Me anuncio conmovida una vecina tras escuchar la noticia por TeleSur. Fue como un eco repetido a lo largo y ancho del país. Para Cuba y los hombres y mujeres de este pueblo, el hombre que dejó de existir este 5 de marzo en el Hospital Militar doctor Carlos Arvelo, nos pertenencia también, pues lo sentíamos nuestro, cubano. No solo por sus constantes muestras de apoyo y solidaridad espiritual e ideológica, sino por s u colaboración económica concreta y firme, mantenida en todo momento; también por su carisma, por ese modo tan suyo de saludar a Fidel, a Raúl, a los cubanas y cubanos, que nos hizo amarlo y considerarlo un hijo más de la patria de Martí.
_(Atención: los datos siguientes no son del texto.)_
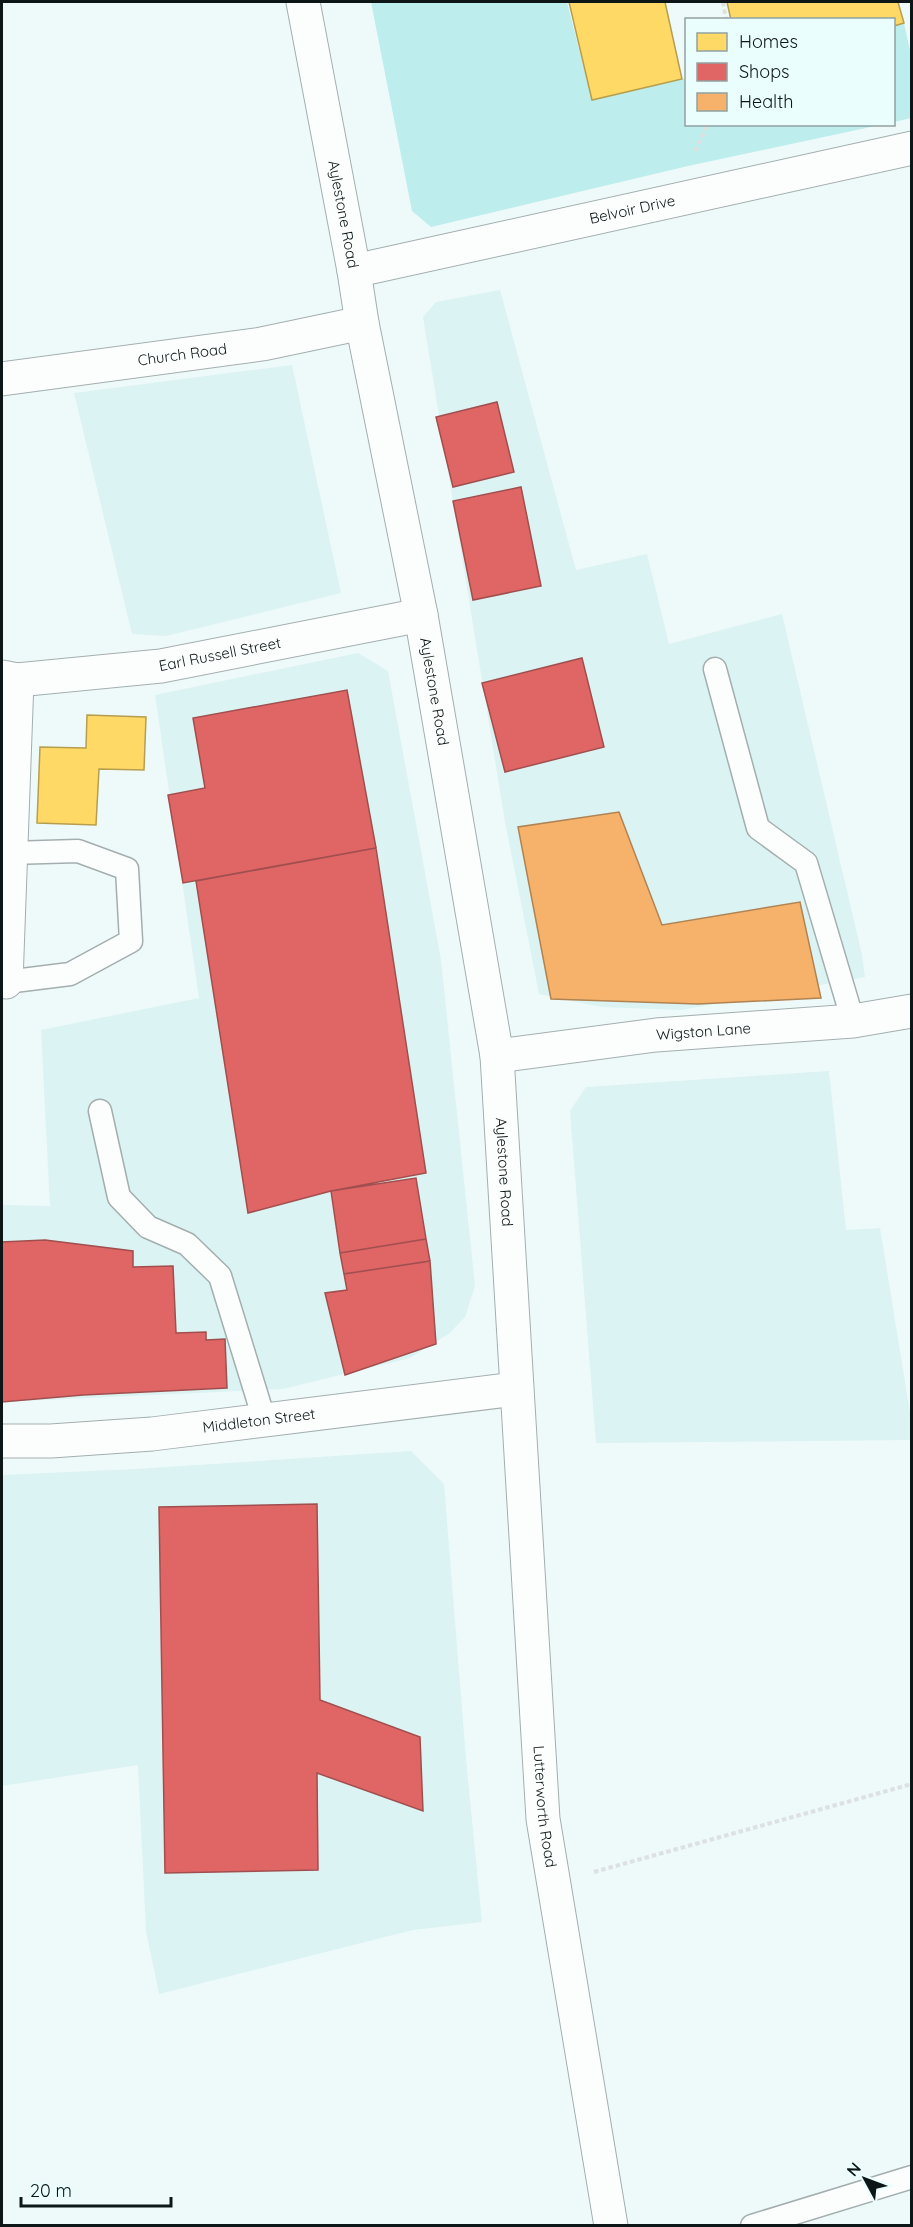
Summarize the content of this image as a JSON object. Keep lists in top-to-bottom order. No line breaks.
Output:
{"streets":{"street":["Belvoir Drive","Aylestone Road","Church Road","Earl Russell Street","Wigston Lane","Middleton Street","Lutterworth Road"]},"crossings":[["Belvoir Drive","Aylestone Road"],["Aylestone Road","Church Road"],["Aylestone Road","Earl Russell Street"],["Aylestone Road","Wigston Lane"],["Aylestone Road","Middleton Street"],["Aylestone Road","Lutterworth Road"],["Middleton Street","Lutterworth Road"]],"legend":["Homes","Shops","Health"],"scale_bar":"20 m","north":"top left"}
Amábamos a  Chávez tanto como cualquier venezolano  y sabemos que él  se sentía hijo de Fidel y de Martí, como de Bolívar, Miranda, Sucre, San Martín, O’Higgins, Eloy Alfaro y  Louverture. Siguió los pasos de estos próceres y convirtió la América en otra vez nuestra, concitándole el odio hegemónico del Imperio y de sus alabarderos en su país, empeñados en una burda, cruel y sistemática campaña hostil, que no ceso ni en su enfermedad y aun en su muerte.

Hombre a todo, como decimos los cubanos, su forzada ausencia por el resquebrajamiento de su salud, a  la que se enfrentó con entereza y disciplina sinigual, no significo nunca alejamiento. Por el contrario, desde su lecho de enfermo en La Habana y en Caracas, se mantuvo atento a cada  gestión encomendada por él a su aparato de Gobierno, a sus Fuerzas armadas, a su gente, de quienes no le falto nunca amor, respeto y consideración.
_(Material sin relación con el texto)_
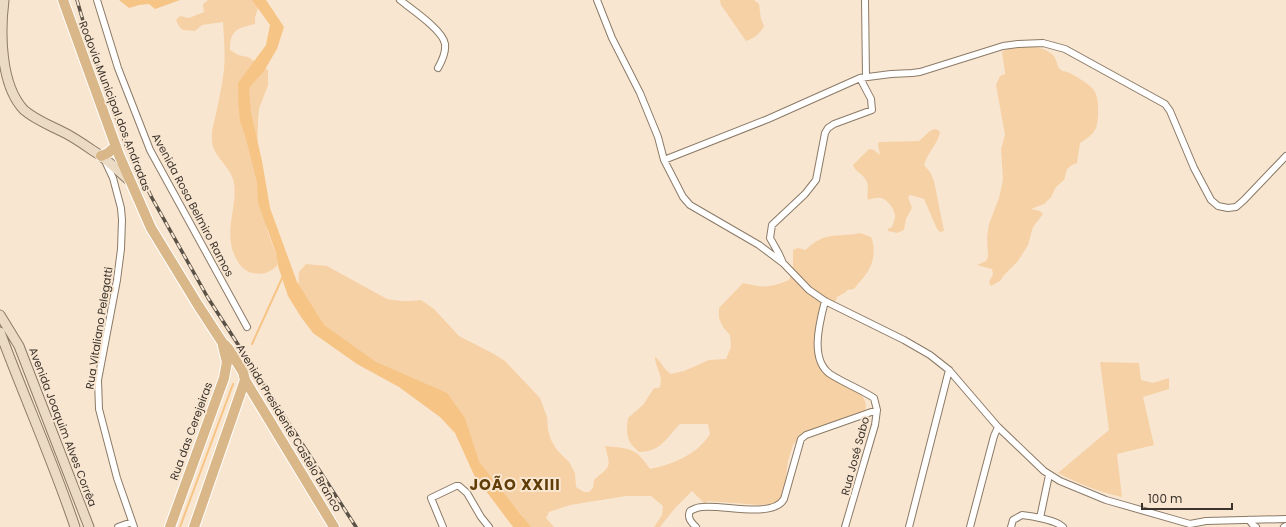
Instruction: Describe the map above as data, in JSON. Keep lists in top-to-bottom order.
{
  "streets": {
    "main road": [
      "Rodovia Municipal dos Andradas",
      "Avenida Joaquim Alves Corrêa",
      "Avenida Presidente Castelo Branco",
      "Rua das Cerejeiras"
    ],
    "street": ["Avenida Rosa Belmiro Ramos", "Rua Vitaliano Pelegatti", "Rua José Sabo"]
  },
  "crossings": [
    ["Rodovia Municipal dos Andradas", "Avenida Presidente Castelo Branco"],
    ["Rodovia Municipal dos Andradas", "Rua das Cerejeiras"],
    ["Avenida Presidente Castelo Branco", "Rua das Cerejeiras"]
  ],
  "districts": ["JOÃO XXIII"],
  "scale_bar": "100 m"
}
Ese es el Chávez de limpia ejecutoria a quien veíamos como la reencarnación de Bolívar, como el hombre que llevó a la práctica lo que El Libertador no pudo terminar. Ahora ha muerto, pero no sus ideas, ni sus misiones barrio adentro, ni sus programas llevando la salud, la educación, la seguridad social hasta el mas humilde de los pobladores de su amada Venezuela, consolidando la economía del país sudamericano, fortificando la Revolución Bolivariana como un proceso indetenible.

El hombre de verbo fogoso y comprometido, el apasionado amante del beisbol, de la música de sus llanos; el poeta y el cantor que gustaba declamar versos y entonar con timbrada y buena voz el himno patrio o alguna bella canción, se nos fue. Pero no, qué digo, Vive y está mas presente que nunca en las intensas y patrióticas movilizaciones de su pueblo que lo seguirá  en cada marcha o concentración que realice, como desfila desde hoy ante sus restos mortales, transido de amor y dolor, pero también convencido de que la lucha y la del equipo de Gobierno que presidió no ha cesado, sino que se hace mas fuerte, unida y consolidada para bien de Venezuela, de la región y del mundo.

No puede ser de otra manera, el Presidente de Venezuela Hugo Rafael Chávez Frías  mantuvo una cabal trayectoria al frente de los destinos de su patria, de la cubana y del continente a través de la potente Alianza Bolivariana para los Pueblos de Nuestra América (ALBA), y de la novel Comunidad de Estados de América Latina y el Caribe (CELAC) como formula integracionista  de nuevo tipo, de “visión común para la Patria Grande”, como la califico Raúl, al asumir la dirección temporal de ese organismo.

Ese es el Comandante Hugo Chávez que nos dejó su impronta. El Presidente por siempre de la República Bolivariana de Venezuela, el hijo idolatrado de sus padres, el hermano de sus hermanos, el padre y abuelo amoroso y tierno, a quienes nos unimos en su dolor

Se nos fue Chávez, pero como Bolívar, sigue vivo, en permanente vigilia, acompañando a los hijos y las hijas de la  Gran Patria Americana que unió y cimentó y que desde ya hizo inmensa en su legado.